STEPS OF THE HIPC INITIATIVE
To be eligible for the HIPC Initiative a country must:
1. Face unsustainable debt situation after the full the full application of the traditional debt relief mechanisms (such as the application of Naples terms under the Paris Club agreement). A country's debt level is considered unsustainable if debt-to-export levels are above a fixed ratio of 150 percent ;or, where countries have very open economies where the exclusive reliance on external indicators may not adequately reflect the fiscal burden of external debt the debt-to-government revenues are above of 250 percent.
2. Be only eligible for highly concessional assistance from the International Development Association (IDA), the part of the World Bank that lends on highly concessional terms, and from the IMF's Poverty Reduction and Growth Facility(PGRF).
3. Establish a track record of reform and develops a Poverty Reduction Strategy Paper(PRSP) that involves civil society participation.
In order to reach decision point, a country should have a track record of macroeconomic stability, have prepared an Interim Poverty Reduction Strategy Paper, and cleared any outstanding arrears. At which point, staffs of the World Bank and IMFcarry out a loan by loan debt sustainability analysis to determine the level of indebtedness of the country and the amount of debt relief it may receive. Countries begin receiving interim relief on a provisional basis at this time.
The interim period between a country's decision and completion points varies, according to how rapidly a country can implement its poverty reduction strategy and maintain macroeconomic stability.

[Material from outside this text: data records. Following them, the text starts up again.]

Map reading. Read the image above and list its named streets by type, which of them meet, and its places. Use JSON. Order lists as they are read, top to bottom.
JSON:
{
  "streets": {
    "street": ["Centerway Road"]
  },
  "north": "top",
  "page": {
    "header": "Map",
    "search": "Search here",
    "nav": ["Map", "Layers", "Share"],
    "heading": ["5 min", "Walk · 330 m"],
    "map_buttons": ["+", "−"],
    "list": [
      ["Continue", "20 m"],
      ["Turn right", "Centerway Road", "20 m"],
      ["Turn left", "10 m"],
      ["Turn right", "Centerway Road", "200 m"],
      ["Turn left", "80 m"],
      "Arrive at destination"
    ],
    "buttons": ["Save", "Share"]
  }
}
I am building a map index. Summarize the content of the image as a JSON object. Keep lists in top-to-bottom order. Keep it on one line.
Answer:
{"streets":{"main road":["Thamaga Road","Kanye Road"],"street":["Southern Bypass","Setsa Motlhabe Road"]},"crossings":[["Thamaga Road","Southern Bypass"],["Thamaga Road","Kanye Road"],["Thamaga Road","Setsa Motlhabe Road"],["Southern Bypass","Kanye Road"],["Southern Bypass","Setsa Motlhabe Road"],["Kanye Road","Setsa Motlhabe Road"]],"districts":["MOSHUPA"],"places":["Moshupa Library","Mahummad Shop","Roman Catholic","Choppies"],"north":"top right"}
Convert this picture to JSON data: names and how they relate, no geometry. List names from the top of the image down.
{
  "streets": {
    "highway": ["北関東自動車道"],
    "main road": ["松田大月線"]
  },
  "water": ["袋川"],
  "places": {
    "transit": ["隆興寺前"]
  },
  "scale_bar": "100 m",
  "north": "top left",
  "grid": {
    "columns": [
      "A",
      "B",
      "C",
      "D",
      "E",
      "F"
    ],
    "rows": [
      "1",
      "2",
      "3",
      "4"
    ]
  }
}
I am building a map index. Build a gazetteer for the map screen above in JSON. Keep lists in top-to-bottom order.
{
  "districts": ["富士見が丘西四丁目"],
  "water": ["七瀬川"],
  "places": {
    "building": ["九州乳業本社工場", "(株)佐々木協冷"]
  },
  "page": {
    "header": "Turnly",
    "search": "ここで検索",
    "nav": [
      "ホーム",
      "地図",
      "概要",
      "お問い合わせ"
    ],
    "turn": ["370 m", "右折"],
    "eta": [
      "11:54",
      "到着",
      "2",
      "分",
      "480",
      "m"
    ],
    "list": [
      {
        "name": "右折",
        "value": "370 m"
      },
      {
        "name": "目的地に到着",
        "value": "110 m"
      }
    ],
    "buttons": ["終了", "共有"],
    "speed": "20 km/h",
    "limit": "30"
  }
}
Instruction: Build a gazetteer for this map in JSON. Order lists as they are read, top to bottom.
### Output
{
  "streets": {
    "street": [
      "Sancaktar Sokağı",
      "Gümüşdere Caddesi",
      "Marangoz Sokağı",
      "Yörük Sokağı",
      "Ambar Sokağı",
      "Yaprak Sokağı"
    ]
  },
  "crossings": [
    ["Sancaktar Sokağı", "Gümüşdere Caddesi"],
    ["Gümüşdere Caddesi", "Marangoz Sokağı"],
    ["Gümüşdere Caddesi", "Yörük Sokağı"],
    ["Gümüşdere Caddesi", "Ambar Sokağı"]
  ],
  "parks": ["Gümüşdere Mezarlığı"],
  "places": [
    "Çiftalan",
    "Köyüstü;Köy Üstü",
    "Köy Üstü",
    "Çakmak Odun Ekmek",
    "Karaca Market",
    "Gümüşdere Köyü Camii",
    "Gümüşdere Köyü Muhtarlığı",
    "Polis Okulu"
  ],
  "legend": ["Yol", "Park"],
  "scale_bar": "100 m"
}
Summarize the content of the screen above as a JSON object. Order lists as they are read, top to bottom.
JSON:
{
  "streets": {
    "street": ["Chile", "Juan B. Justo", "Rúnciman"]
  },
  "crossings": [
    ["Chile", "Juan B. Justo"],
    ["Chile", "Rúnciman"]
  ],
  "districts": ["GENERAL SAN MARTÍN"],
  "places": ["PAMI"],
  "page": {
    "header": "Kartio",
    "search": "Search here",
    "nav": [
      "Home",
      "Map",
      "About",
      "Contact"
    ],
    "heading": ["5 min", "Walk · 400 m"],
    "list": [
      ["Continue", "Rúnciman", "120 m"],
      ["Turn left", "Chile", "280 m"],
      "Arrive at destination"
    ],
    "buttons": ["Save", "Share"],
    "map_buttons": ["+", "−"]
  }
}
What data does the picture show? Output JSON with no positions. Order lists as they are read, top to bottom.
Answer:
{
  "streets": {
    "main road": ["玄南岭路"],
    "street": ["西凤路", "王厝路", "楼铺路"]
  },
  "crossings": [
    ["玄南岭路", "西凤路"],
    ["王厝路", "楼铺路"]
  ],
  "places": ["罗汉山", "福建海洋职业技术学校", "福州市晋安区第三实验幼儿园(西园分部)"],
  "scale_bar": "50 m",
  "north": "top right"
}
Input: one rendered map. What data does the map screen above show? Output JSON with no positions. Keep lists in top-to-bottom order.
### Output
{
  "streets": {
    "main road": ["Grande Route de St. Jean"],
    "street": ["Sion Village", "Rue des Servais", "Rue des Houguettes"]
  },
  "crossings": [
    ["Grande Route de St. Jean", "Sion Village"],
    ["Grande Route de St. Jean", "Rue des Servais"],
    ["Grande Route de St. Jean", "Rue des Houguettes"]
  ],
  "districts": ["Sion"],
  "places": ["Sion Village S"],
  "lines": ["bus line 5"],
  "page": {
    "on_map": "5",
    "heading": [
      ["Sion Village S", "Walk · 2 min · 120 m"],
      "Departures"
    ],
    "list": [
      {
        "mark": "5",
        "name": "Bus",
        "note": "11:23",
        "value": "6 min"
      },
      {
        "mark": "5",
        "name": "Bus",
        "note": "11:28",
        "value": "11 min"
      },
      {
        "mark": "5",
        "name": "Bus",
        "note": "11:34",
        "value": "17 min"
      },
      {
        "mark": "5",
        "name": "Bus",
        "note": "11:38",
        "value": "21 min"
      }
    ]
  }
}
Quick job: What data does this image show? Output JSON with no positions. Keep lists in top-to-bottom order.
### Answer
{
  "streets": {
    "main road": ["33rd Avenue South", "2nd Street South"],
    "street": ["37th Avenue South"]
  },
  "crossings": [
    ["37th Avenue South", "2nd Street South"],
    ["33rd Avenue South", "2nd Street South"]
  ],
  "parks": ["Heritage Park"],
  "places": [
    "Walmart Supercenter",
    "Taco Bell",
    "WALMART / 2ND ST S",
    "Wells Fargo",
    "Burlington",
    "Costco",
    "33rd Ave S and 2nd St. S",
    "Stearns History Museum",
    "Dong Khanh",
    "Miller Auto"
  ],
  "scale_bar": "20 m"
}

For a country to reach completion point it must maintain macroeconomic stability under a PGRF-supported program, carry out key structural and social reforms as agreed upon at the decision point, and implement a PRSP satisfactorily for one year . Once a country reaches completion point it receives the full amount of debt relief which now becomes irrevocable.
The framework also includes a provision by which additional debt relief, "topping-up", could be committed at the completion point in exceptional cases when exogenous factors cause fundamental changes to a country's economic circumstances.